Finding a Formula for Direct Variation

Property If we know any one pair of corresponding values for the variables in a direct variation, we can find the constant of variation, $k$. To do this, substitute the known values of $x$ and $y$ into the equation $y = kx$ and solve for $k$. Once $k$ is found, you can write the complete formula.
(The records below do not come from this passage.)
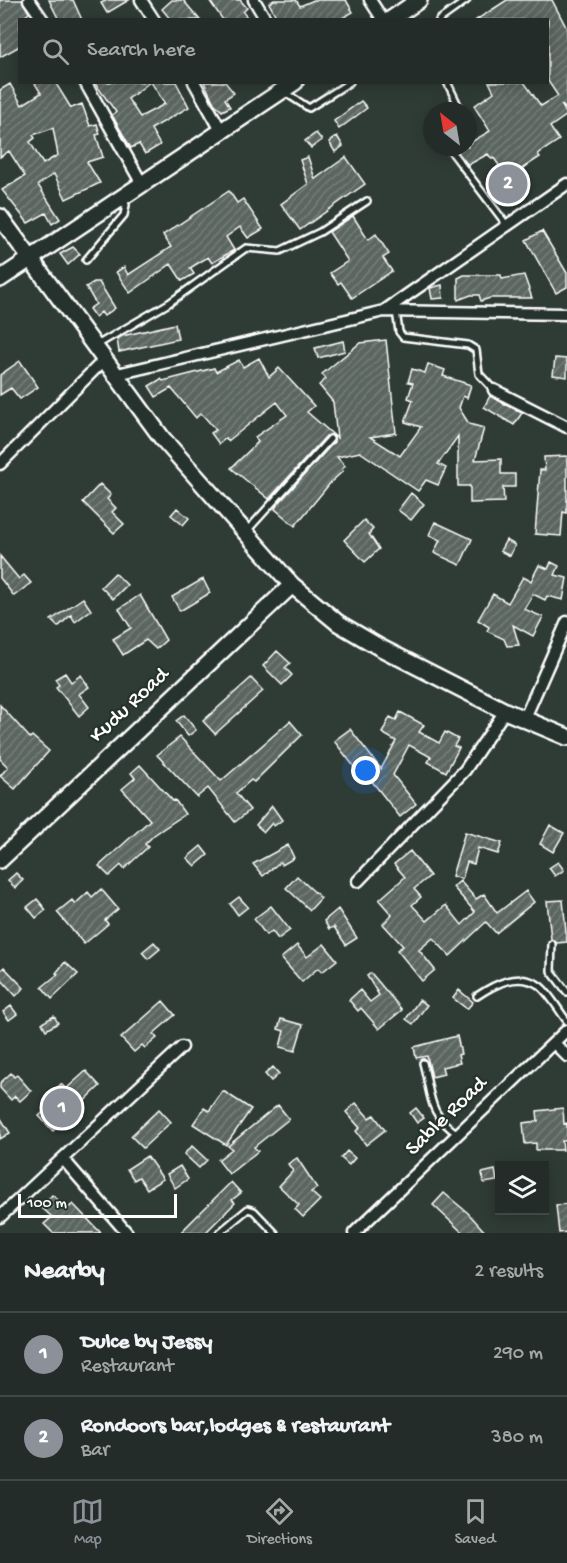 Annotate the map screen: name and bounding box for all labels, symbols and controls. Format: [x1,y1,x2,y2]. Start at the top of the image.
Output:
search box [18,18,549,84]
icon: search [39,35,72,68]
text: Search here [87,38,195,64]
north arrow [423,102,477,156]
pin: 2 [488,162,528,207]
street label: Kudu Road [85,661,177,749]
your location [351,756,380,785]
street label: Sable Road [401,1070,495,1162]
pin: 1 [42,1086,82,1130]
map controls [495,1161,549,1215]
button: layers [495,1161,549,1215]
scale bar [18,1191,177,1218]
text: 100 m [27,1195,67,1214]
text: Nearby [24,1257,105,1288]
text: 2 results [474,1261,543,1284]
text: Dulce by Jessy [81,1330,212,1356]
text: 1 [39,1343,48,1366]
text: 290 m [493,1343,543,1366]
text: Restaurant [81,1356,174,1379]
text: Rondoors bar,lodges & restaurant [81,1414,390,1440]
text: 2 [39,1427,48,1450]
text: 380 m [491,1427,543,1450]
text: Bar [81,1440,109,1463]
tab: Map [71,1495,104,1550]
tab: Directions [247,1495,312,1550]
tab: Saved [455,1495,496,1550] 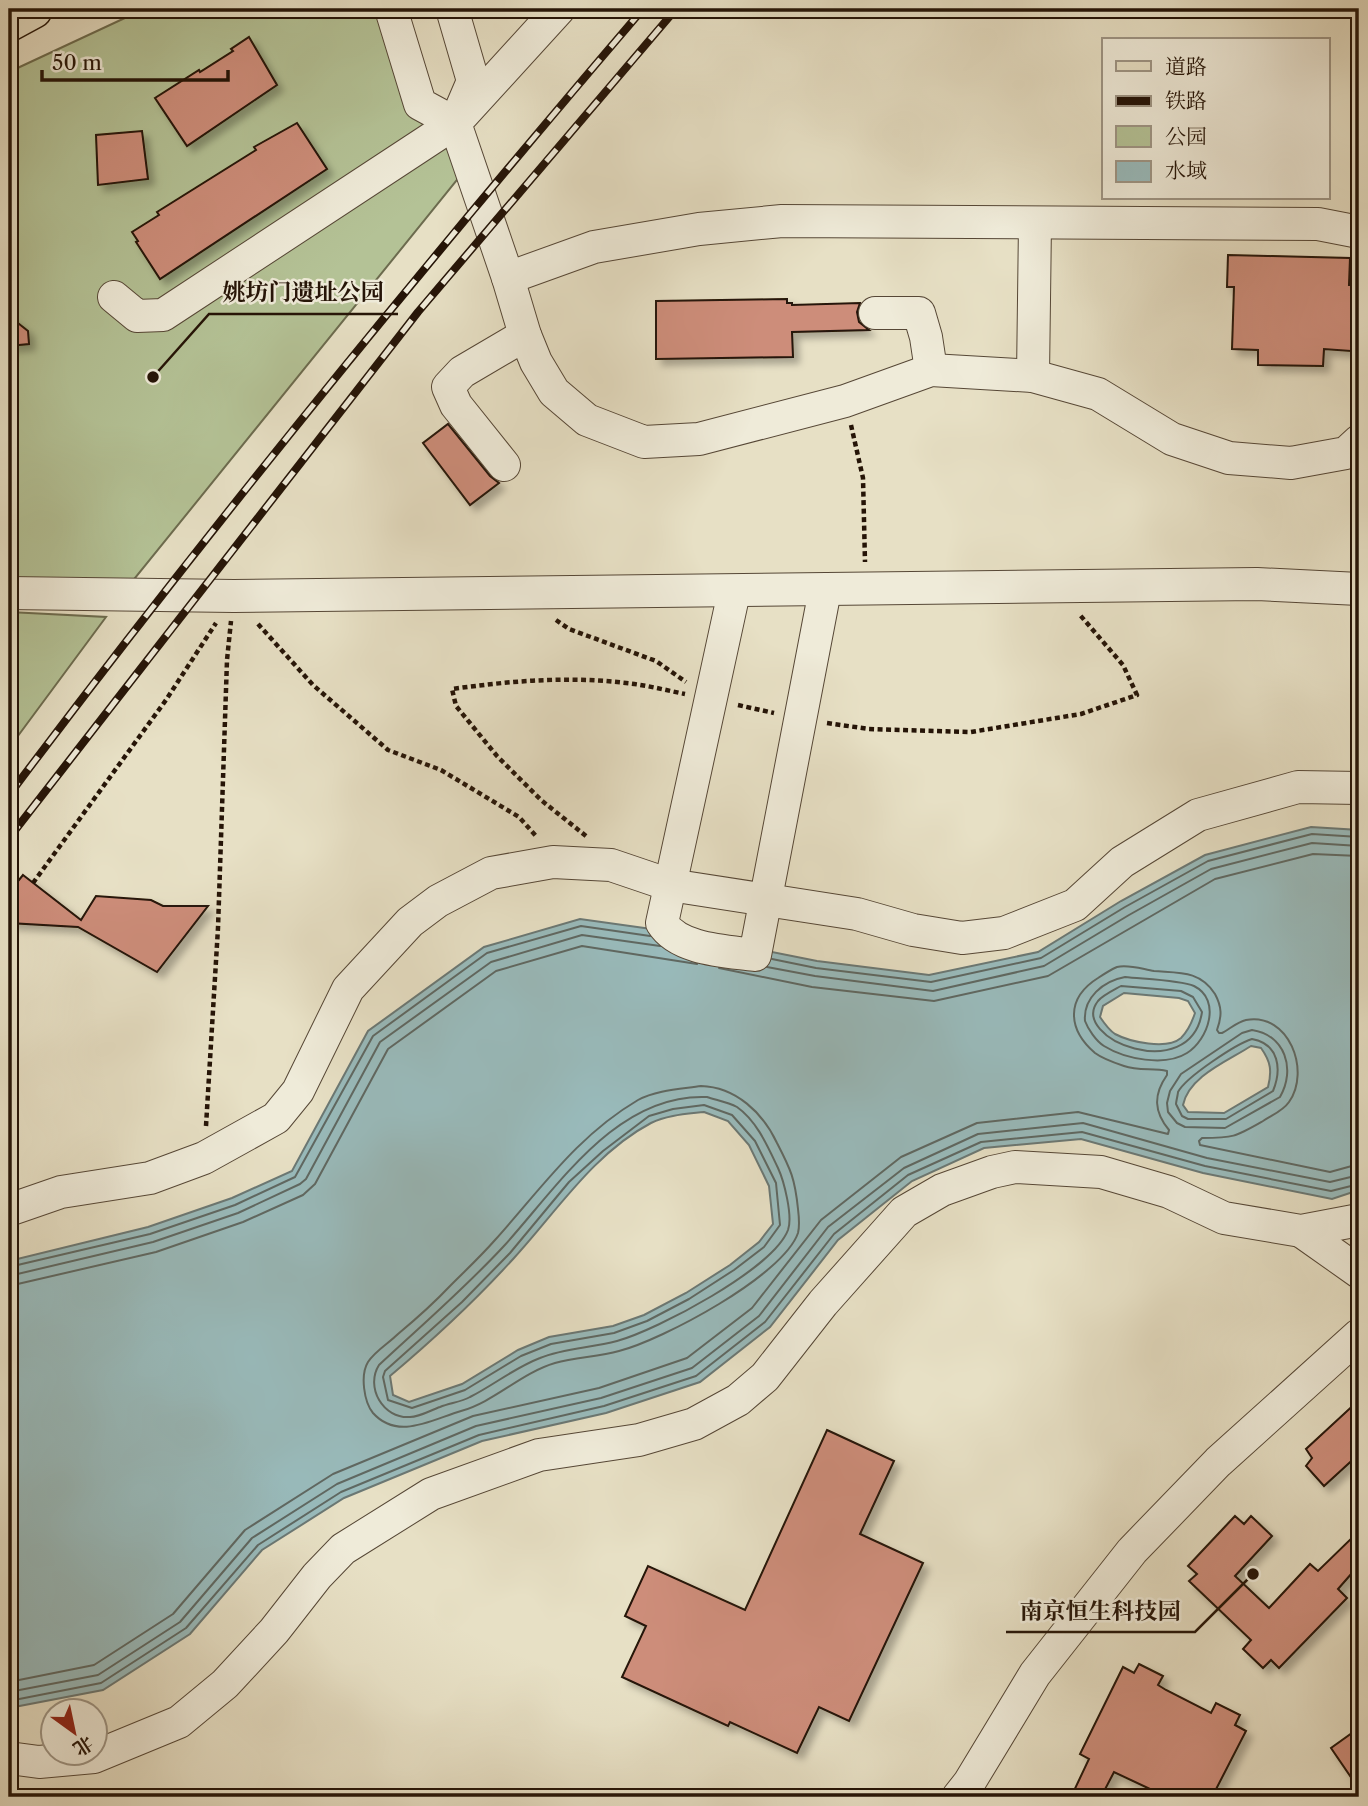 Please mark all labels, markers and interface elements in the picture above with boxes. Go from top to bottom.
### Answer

Examples The speed of a falling object, $v$, varies directly with time, $t$. If its speed is 49 meters per second after 5 seconds, we find $k$ from $49 = k(5)$, so $k = 9.8$. The formula is $v = 9.8t$. The property tax, $T$, on a home varies directly with its assessed value, $V$. A home valued at 200,000 dollars has a tax of 3,000 dollars. We have $3000 = k(200000)$, so $k = 0.015$. The formula is $T = 0.015V$. The weight of a bag of apples, $w$, is proportional to the number of apples, $n$. A bag with 10 apples weighs 3 pounds. We find $k$ from $3 = k(10)$, so $k = 0.3$. The formula is $w = 0.3n$.

Explanation To find the specific 'rule' connecting two variables, you only need one matched pair of data. By plugging this pair into the general formula $y = kx$ or $y=kx^n$, you can solve for the constant, $k$, and unlock the full equation.